Vous réglez votre hot-dog à la mi-temps, vous approchez votre carte du terminal… et l'écran affiche trois boutons : 18 %, 20 %, 25 %. Pour les supporters venus du monde entier assister à la Coupe du monde 2026, organisée aux États-Unis, au Canada et au Mexique, le pourboire à l'américaine est un choc — au point d'être ouvertement contesté, relève Le Parisien.

Une logique inverse de la nôtre

En France, le service est inclus dans le prix : laisser quelques pièces relève du geste, jamais de l'obligation. Aux États-Unis, c'est l'inverse. Le pourboire est structurel : dans de nombreux États, le salaire de base des serveurs peut être très bas, les pourboires étant censés compléter la rémunération. D'où une attente forte, et une gêne réelle pour le visiteur qui hésite à appuyer sur « 0 ».
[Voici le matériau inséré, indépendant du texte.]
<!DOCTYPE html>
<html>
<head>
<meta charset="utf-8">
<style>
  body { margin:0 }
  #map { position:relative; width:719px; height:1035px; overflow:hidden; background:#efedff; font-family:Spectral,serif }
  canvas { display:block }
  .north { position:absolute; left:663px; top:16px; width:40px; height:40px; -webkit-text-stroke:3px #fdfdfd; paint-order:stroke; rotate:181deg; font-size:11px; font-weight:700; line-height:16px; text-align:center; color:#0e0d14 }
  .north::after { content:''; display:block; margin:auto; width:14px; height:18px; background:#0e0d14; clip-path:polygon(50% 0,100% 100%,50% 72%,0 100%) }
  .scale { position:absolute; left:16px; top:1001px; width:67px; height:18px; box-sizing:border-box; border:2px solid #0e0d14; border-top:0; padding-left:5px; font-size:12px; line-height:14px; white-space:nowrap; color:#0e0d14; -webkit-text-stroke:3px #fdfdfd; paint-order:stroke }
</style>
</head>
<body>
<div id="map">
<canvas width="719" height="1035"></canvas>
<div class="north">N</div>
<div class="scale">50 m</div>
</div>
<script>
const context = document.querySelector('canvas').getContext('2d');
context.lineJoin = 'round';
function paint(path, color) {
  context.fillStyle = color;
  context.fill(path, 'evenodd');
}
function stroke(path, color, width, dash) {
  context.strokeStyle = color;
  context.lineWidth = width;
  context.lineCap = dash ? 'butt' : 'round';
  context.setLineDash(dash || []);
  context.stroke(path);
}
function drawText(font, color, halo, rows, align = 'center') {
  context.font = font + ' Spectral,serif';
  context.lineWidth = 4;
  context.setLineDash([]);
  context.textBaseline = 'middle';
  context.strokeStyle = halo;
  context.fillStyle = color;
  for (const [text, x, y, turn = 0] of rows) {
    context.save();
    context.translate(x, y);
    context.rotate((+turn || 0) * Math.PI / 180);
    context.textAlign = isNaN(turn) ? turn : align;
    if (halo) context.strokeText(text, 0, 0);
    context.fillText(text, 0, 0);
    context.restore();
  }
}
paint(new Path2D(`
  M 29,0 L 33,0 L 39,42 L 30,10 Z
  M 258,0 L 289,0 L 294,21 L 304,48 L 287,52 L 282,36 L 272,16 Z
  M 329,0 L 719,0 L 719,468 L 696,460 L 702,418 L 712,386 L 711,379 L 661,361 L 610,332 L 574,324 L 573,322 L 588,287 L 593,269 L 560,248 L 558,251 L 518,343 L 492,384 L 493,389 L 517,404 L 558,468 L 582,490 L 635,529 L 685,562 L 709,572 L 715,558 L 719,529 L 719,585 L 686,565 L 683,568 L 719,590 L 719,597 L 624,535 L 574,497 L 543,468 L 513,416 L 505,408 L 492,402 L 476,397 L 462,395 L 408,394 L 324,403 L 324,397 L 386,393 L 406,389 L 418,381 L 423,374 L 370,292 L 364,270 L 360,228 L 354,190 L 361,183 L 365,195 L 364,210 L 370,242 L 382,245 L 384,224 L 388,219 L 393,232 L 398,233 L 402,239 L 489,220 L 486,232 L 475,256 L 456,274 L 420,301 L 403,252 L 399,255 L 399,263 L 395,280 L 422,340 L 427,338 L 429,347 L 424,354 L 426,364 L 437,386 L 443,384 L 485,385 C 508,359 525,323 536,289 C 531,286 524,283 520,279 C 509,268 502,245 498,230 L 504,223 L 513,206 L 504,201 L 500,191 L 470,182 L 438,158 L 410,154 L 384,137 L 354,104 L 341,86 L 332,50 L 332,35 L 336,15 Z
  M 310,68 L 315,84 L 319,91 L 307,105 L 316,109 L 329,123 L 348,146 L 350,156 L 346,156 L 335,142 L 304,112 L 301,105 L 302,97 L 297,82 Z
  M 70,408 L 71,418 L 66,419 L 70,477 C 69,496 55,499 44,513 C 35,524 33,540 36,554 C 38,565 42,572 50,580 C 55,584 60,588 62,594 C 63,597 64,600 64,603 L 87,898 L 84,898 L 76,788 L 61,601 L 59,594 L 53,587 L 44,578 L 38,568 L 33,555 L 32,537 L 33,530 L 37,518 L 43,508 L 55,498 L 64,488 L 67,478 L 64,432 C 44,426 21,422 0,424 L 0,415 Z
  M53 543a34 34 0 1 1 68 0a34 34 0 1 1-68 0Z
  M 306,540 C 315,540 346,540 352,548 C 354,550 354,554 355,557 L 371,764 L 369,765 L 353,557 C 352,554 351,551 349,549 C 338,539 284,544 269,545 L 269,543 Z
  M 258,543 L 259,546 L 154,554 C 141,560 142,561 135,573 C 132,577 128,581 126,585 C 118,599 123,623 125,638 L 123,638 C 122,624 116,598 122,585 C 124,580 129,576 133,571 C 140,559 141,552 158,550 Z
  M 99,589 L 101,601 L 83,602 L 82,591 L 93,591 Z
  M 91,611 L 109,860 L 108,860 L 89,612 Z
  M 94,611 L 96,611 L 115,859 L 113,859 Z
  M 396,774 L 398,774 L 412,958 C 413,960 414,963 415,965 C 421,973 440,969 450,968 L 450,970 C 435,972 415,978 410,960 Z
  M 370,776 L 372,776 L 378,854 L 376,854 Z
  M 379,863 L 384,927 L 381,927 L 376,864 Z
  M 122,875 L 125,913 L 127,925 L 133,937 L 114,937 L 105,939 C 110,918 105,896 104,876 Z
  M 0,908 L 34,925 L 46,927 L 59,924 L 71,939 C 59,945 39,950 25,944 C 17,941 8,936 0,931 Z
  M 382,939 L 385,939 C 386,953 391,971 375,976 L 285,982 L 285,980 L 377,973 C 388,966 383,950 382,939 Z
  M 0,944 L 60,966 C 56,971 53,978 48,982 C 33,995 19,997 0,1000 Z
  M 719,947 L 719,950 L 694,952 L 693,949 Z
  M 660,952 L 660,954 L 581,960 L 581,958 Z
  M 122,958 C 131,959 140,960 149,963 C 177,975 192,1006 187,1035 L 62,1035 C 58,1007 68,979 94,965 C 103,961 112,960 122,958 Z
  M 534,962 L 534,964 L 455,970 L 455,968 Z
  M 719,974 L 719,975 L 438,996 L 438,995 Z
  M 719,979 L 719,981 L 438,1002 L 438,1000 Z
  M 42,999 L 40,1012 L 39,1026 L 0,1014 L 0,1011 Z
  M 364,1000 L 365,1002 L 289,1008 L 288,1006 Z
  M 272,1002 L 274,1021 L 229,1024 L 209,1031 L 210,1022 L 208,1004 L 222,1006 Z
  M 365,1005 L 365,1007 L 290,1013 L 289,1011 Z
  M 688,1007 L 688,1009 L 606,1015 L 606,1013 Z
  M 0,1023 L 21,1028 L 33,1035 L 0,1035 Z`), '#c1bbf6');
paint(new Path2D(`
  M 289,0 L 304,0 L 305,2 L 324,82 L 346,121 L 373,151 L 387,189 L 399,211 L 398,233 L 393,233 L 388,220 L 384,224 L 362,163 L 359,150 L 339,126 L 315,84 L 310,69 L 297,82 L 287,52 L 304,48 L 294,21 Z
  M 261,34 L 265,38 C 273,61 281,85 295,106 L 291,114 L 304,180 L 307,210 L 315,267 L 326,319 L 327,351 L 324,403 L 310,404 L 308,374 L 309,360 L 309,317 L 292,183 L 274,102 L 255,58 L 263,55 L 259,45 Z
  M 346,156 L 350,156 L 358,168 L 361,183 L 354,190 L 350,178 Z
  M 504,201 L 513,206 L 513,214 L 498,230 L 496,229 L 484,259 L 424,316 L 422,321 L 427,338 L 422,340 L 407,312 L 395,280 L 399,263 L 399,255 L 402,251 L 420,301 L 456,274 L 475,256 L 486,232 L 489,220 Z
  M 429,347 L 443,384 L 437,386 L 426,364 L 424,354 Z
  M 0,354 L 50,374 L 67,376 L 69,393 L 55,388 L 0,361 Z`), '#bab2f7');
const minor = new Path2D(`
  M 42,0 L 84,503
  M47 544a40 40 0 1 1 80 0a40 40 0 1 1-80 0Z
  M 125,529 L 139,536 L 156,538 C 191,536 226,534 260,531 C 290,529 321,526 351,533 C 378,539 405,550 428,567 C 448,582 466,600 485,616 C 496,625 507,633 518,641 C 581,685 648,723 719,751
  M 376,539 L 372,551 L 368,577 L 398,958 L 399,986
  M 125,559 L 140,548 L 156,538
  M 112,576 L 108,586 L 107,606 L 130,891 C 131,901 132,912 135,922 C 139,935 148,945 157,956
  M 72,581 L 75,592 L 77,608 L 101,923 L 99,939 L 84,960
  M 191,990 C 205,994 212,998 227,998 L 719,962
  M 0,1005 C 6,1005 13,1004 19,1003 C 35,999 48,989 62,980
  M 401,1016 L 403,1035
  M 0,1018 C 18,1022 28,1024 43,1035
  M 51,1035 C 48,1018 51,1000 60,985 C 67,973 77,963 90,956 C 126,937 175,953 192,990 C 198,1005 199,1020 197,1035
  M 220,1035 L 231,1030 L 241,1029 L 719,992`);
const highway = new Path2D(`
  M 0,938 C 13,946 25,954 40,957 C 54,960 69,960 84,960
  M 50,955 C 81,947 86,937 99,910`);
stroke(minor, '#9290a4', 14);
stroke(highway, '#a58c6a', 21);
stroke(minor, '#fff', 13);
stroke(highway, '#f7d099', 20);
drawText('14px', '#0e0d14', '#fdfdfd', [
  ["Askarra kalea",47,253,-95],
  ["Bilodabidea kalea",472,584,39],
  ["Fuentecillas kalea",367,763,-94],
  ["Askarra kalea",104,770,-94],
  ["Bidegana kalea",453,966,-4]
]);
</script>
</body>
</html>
Le « tip creep », ou l'inflation du pourboire

Longtemps, 15 % faisait la norme au restaurant. Puis 18 %. Aujourd'hui, les terminaux numériques suggèrent par défaut 20, 22, voire 25 % — y compris là où le pourboire était autrefois rare (cafés à emporter, bornes en libre-service). Ce glissement, surnommé tip creep ou tipflation, agace désormais jusqu'aux Américains eux-mêmes. Pour un supporter qui enchaîne café, taxi, restaurant et hôtel, l'addition de la semaine gonfle vite.

Mini-guide pour s'y retrouver

  • Restaurant à table : 18-20 % (25 % pour un service remarquable).
  • Bar : 1 à 2 dollars par verre, ou ~15-20 % de l'addition.
  • Taxi / VTC : 10-20 %.
  • Hôtel : quelques dollars par nuit pour le ménage, 1-2 dollars par bagage.
  • Café à emporter : facultatif, mais un dollar est apprécié.

Et si l'écran vous met mal à l'aise : le bouton « Custom » (ou « No tip ») existe, et personne ne vous retiendra. Le guilt tipping repose sur la pression sociale, pas sur une obligation légale. Reste qu'outre-Atlantique, le personnel de salle dépend vraiment de ces montants — le garder en tête, c'est traverser ce choc culturel avec fair-play.